> WHAT TO PRODUCE
If a line in the data below contains the word "green", copy it out.

Stored data entries
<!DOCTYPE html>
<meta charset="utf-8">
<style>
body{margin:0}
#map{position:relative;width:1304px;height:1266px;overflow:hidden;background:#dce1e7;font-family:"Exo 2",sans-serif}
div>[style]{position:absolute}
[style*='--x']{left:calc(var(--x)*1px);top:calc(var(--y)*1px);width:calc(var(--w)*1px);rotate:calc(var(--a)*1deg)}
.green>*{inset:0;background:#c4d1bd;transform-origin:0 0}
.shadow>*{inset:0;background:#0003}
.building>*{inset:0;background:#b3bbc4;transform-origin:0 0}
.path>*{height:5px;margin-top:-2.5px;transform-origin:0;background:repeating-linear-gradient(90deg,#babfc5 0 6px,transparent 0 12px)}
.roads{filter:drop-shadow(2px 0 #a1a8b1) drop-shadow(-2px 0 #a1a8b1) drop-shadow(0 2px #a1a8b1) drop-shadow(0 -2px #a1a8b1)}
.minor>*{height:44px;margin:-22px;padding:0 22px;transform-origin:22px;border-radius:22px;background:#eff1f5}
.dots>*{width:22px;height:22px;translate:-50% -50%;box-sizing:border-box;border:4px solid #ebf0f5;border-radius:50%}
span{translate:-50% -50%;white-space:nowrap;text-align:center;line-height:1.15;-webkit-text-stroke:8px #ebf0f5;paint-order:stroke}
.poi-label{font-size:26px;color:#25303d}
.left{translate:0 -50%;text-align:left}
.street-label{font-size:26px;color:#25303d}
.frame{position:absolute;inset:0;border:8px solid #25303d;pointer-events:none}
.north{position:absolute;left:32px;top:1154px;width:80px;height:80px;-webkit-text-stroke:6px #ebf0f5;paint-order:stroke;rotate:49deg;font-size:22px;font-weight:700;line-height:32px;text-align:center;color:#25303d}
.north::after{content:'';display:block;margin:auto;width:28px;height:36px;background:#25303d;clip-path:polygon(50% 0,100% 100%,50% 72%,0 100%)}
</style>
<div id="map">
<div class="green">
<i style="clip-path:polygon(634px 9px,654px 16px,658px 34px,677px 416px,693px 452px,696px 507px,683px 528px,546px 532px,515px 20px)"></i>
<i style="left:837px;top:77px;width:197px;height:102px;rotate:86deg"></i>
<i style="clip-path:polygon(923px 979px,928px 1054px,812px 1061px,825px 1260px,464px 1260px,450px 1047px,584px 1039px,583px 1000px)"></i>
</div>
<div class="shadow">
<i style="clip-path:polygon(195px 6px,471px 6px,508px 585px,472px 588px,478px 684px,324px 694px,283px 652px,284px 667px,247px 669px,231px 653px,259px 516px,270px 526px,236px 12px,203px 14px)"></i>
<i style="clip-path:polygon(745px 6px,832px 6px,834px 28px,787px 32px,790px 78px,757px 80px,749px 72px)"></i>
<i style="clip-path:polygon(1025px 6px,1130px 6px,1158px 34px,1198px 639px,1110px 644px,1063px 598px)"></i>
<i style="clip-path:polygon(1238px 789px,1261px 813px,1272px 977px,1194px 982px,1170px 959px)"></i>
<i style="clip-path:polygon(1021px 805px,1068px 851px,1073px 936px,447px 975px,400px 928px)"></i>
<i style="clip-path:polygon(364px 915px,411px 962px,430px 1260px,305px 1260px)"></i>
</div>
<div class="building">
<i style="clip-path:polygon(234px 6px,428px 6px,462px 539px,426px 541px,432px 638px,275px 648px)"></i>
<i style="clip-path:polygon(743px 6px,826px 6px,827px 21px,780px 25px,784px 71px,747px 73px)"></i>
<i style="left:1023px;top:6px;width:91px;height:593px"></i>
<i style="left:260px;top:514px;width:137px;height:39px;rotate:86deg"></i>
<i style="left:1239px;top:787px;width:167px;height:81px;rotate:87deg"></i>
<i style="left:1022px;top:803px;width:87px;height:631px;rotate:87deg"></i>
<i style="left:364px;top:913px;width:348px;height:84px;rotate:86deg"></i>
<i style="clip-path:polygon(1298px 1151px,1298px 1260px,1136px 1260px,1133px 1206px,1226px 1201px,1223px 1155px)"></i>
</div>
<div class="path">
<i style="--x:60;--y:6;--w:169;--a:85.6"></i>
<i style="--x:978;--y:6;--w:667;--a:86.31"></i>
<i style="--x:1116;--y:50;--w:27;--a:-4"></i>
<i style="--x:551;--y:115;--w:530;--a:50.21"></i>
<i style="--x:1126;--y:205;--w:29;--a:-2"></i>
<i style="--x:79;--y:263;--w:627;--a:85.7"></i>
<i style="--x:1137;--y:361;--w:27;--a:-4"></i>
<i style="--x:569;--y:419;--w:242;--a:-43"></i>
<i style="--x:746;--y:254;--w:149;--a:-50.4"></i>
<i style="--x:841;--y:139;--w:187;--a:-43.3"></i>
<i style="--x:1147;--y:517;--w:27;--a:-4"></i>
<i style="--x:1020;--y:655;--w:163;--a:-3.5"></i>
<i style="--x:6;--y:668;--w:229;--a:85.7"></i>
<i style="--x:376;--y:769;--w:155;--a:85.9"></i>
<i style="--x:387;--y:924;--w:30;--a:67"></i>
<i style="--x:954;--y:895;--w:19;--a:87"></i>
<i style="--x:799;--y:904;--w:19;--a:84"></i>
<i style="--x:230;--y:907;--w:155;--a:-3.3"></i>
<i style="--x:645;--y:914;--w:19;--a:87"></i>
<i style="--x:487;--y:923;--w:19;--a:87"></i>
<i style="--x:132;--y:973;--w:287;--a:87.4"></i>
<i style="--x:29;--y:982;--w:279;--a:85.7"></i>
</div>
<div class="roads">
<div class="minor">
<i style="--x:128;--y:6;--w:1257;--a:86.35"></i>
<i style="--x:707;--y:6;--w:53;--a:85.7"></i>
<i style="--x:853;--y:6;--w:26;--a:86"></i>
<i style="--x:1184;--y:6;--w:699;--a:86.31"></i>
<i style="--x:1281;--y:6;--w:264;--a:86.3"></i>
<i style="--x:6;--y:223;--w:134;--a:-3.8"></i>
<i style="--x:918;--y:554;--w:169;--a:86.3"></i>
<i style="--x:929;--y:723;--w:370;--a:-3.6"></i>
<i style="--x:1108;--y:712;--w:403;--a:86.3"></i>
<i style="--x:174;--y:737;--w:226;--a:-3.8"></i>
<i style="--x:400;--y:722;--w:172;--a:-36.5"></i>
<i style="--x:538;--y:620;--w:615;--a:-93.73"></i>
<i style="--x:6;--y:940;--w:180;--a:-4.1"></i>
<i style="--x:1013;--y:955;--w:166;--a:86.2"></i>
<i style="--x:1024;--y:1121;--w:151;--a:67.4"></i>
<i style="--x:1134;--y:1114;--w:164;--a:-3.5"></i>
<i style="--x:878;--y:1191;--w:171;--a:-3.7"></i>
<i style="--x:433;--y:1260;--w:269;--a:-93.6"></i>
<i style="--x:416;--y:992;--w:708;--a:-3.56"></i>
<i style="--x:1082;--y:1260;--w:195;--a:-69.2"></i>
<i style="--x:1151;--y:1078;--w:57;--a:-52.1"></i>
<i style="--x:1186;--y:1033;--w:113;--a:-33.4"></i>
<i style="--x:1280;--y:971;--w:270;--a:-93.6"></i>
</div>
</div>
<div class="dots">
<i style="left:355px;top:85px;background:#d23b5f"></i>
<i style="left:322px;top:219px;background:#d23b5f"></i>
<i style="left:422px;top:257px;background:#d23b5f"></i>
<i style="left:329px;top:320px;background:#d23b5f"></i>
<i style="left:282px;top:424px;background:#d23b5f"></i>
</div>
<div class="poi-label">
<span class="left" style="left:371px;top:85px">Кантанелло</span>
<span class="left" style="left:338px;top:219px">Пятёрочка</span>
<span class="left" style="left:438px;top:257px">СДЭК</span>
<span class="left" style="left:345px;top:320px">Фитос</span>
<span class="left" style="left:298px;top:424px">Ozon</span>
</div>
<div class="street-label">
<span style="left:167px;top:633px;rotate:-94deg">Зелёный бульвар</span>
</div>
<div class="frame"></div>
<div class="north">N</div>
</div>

> EXPECTED OUTPUT
.green>*{inset:0;background:#c4d1bd;transform-origin:0 0}
<div class="green">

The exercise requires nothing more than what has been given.